Des solutions qui créaient la polémique
Le représentant de la Fondation Brigitte Bardot, Didier Derand, conteste en justice les prélèvements décidés par le préfet. "C'est l'ONG Sea Shepherd influente internationalement qui reprend le dossier, parce qu'il faut une sensibilisation mondiale contre le massacre organisé des requins ". Selon Sea Shepherd, la pérennité des populations est en danger et cela menace la stabilité des écosystèmes marins. De son côté, le conseil régional de La Réunion se dit prêt à financer des ballons aériens, équipés de caméras de surveillance et de moyens d'alertes, lorsqu'ils détectent des mouvements dans l'eau. La commune de Saint-Paul opte pour les drumlines, des pièges fixes immergés, équipés d'hameçons.

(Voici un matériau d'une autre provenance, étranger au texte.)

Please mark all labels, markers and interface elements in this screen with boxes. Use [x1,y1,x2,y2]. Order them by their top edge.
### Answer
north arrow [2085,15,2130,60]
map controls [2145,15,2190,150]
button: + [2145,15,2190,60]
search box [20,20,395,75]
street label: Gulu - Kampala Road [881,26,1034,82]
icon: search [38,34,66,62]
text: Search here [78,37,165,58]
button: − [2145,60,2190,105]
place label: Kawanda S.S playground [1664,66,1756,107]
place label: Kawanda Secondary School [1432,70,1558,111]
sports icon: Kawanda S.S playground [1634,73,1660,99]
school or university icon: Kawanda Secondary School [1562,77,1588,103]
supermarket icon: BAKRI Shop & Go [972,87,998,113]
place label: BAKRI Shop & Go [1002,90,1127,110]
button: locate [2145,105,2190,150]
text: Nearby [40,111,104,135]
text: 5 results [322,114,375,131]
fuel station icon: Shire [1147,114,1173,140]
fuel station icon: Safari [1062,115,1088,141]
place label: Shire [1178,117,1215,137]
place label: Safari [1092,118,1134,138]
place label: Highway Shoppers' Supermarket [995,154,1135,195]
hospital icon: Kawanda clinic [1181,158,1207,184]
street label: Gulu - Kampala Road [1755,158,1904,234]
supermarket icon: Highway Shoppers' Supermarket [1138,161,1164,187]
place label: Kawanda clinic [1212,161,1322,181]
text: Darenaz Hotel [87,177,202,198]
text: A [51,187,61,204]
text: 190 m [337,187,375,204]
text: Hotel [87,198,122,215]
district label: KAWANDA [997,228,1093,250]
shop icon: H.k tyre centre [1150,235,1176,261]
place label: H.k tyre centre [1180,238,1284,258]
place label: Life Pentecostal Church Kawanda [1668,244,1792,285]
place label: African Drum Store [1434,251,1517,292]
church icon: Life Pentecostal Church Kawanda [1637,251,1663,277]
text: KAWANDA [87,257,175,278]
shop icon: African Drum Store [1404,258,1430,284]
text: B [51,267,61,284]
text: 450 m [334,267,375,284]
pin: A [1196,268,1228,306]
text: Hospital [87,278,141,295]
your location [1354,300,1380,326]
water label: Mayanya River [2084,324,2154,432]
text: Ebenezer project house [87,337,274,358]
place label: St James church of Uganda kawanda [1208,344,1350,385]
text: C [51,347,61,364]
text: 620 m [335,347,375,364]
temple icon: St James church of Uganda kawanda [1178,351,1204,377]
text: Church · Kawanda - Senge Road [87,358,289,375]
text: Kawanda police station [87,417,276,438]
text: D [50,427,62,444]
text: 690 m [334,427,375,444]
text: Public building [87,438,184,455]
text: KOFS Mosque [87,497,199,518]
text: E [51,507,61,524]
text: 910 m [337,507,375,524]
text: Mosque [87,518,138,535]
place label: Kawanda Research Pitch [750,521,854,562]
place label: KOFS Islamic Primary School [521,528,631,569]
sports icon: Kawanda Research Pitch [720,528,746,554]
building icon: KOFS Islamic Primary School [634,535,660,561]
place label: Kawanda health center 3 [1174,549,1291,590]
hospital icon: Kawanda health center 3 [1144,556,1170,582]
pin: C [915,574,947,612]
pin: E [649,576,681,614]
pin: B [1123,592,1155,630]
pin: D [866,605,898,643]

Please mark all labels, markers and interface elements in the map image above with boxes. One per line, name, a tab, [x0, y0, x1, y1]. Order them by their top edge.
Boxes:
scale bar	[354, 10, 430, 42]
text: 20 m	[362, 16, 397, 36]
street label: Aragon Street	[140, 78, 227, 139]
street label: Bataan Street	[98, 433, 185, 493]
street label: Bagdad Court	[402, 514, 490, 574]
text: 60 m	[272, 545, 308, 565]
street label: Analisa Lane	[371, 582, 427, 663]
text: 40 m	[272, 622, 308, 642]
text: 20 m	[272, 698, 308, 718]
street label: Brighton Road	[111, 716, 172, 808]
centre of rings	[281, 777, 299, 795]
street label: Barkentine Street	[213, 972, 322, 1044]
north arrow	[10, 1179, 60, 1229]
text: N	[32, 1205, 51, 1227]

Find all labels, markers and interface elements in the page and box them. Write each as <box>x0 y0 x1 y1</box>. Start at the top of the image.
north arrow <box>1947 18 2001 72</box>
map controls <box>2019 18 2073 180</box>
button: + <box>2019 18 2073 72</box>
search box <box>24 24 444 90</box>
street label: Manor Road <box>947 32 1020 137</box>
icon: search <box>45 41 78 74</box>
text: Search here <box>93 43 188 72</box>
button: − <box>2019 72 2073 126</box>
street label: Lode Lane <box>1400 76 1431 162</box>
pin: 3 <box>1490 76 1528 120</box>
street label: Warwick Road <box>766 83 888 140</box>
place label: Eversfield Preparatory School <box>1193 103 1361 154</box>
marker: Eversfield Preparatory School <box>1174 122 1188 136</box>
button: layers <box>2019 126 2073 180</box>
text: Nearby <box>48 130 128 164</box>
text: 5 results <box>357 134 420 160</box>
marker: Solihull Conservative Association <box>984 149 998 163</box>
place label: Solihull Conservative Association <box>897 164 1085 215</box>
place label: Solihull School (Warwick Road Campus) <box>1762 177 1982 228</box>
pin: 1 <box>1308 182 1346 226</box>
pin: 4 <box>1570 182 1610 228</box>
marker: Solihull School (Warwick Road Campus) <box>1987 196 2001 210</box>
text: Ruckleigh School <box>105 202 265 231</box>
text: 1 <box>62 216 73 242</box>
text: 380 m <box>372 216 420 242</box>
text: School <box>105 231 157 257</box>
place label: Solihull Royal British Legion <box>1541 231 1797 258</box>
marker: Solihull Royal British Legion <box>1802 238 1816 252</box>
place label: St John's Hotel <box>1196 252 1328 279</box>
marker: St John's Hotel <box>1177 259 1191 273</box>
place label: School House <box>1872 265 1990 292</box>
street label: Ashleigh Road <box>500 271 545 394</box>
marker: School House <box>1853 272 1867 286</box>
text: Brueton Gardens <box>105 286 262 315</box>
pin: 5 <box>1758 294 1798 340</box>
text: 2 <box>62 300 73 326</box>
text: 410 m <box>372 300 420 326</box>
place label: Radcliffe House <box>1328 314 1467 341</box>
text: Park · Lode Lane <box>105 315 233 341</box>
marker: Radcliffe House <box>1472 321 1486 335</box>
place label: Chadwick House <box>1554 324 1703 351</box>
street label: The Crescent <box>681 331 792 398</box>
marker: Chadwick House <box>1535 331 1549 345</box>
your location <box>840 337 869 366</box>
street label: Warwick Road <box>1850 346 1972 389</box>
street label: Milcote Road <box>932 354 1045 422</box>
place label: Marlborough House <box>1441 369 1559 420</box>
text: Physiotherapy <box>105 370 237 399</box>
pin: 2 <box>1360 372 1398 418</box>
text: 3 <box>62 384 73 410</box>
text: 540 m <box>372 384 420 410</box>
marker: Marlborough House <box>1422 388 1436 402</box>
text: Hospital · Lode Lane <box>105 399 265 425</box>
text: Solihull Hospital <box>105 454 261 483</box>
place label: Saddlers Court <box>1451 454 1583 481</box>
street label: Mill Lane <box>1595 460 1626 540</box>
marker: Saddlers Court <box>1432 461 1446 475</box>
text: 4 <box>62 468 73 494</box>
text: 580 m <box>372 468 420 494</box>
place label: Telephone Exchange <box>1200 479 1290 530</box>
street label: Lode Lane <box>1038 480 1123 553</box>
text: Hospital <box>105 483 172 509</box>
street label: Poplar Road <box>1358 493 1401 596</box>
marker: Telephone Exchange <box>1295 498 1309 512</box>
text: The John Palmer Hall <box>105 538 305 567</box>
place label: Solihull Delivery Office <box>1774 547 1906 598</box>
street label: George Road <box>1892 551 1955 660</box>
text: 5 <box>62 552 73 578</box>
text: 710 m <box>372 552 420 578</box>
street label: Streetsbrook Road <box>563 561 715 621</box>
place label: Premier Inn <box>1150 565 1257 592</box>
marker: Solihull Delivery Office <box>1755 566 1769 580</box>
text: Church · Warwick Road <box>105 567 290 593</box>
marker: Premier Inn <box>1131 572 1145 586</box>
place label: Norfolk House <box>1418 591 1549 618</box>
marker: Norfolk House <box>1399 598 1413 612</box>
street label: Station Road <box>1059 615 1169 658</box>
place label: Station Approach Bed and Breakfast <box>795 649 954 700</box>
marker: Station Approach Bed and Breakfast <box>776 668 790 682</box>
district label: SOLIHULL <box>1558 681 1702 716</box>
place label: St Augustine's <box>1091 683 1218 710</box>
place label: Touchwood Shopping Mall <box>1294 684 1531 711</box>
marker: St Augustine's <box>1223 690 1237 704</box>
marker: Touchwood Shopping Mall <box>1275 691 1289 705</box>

Actuellement en négociation avec le préfet, sur le montant de l'indemnisation allouée aux pêcheurs agréés pour capturer les 90 spécimens tigres et bouledogues, destinés aux études scientifiques concernant la ciguatera, le président du comité régional des pêches, Jean-René Enilorac est dubitatif. "Même si le risque ciguatera est levé, je ne suis pas sûr que les Réunionnais dégusteront de nouveau du requin. Qui acceptera de manger un poisson, en imaginant qu'il a peut-être dévoré un humain? "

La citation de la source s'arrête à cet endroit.